En el apartado sonoro la película cuenta con tres pistas de audio en Dolby Digital: dos en Castellano (5.1 y 2.0 Stereo) y una en Mongol 2.0. El doblaje en castellano no está nada mal aunque como siempre, os recomiendo decantaros por la pista en versión original, donde poder apreciar los matices del idioma.

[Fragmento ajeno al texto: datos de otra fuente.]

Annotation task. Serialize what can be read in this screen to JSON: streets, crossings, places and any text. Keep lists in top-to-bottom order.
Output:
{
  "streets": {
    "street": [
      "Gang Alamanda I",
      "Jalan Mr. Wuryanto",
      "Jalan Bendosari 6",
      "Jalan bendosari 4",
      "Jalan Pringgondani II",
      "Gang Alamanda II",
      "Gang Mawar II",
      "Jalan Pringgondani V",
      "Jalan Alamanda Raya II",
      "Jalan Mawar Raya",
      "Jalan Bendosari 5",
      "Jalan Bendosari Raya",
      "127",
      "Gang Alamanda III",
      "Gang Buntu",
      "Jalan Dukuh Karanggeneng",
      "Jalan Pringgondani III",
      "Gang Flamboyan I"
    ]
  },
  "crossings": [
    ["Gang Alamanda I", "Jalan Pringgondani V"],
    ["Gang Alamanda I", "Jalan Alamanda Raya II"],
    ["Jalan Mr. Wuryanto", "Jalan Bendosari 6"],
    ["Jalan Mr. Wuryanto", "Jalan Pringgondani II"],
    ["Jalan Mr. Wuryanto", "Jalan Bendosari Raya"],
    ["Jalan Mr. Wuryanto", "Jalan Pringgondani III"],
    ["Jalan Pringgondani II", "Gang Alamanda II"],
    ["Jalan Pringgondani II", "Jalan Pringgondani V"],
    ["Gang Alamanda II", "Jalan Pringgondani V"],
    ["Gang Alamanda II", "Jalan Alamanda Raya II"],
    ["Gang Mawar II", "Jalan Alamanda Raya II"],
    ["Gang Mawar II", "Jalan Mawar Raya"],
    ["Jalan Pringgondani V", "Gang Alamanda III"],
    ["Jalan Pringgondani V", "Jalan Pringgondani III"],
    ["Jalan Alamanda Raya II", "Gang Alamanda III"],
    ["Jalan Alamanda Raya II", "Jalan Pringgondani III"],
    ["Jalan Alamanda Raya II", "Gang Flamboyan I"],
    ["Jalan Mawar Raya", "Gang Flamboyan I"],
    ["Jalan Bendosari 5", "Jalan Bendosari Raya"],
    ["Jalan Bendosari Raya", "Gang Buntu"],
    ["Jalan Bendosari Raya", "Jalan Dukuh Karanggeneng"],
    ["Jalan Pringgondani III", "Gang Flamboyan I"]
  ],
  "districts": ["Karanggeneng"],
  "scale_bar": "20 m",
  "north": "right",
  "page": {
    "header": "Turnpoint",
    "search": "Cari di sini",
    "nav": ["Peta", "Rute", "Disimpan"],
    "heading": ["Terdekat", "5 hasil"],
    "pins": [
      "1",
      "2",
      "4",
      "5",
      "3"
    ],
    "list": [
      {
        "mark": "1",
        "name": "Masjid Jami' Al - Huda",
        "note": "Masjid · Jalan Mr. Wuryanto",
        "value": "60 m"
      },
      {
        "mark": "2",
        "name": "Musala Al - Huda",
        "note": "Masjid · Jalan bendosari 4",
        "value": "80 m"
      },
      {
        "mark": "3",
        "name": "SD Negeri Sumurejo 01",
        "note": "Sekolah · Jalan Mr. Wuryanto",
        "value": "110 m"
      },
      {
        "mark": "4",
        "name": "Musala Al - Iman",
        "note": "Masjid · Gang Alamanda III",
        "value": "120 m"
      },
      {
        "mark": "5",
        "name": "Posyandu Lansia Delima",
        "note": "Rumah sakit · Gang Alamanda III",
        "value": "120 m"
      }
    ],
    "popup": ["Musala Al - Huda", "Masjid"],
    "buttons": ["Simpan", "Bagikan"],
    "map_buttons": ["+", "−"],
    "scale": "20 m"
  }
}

Siempre podéis echar mano de los subtítulos en castellano que incluye la edición.

La película viene fragmentada en 12 cortes que podemos elegir desde el menú de Selección de Escenas y retomar la cinta donde la hayamos dejado o volver a ver alguno de los momentos que más os haya gustado.

Como Contenidos Extra la edición cuenta con algunos de los presentes en casi cualquier edición que se precie, como son la biofilmografía de la directora, ficha técnica, artística y trailer (2'25''). Pero además cuenta con una interesante entrevista a la directora (de 4 minutos y 40 segundos de duración), imágenes del rodaje (5 minutos aprox.) y una galería de imágenes. Desde el apartado Otros títulos podemos ver los trailer de otras películas de la distribuidora, entre los que se encuentran Los niños del barrio rojo e Himalaya, de los que os hablaré en próximas recomendaciones y reseñas.

En definitiva, una edición muy cuidada que no debe faltar en vuestra colección. No dudéis en haceros con ella, más aún encontrándose actualmente a un precio que ronda los 5-7 € (dependiendo del establecimiento).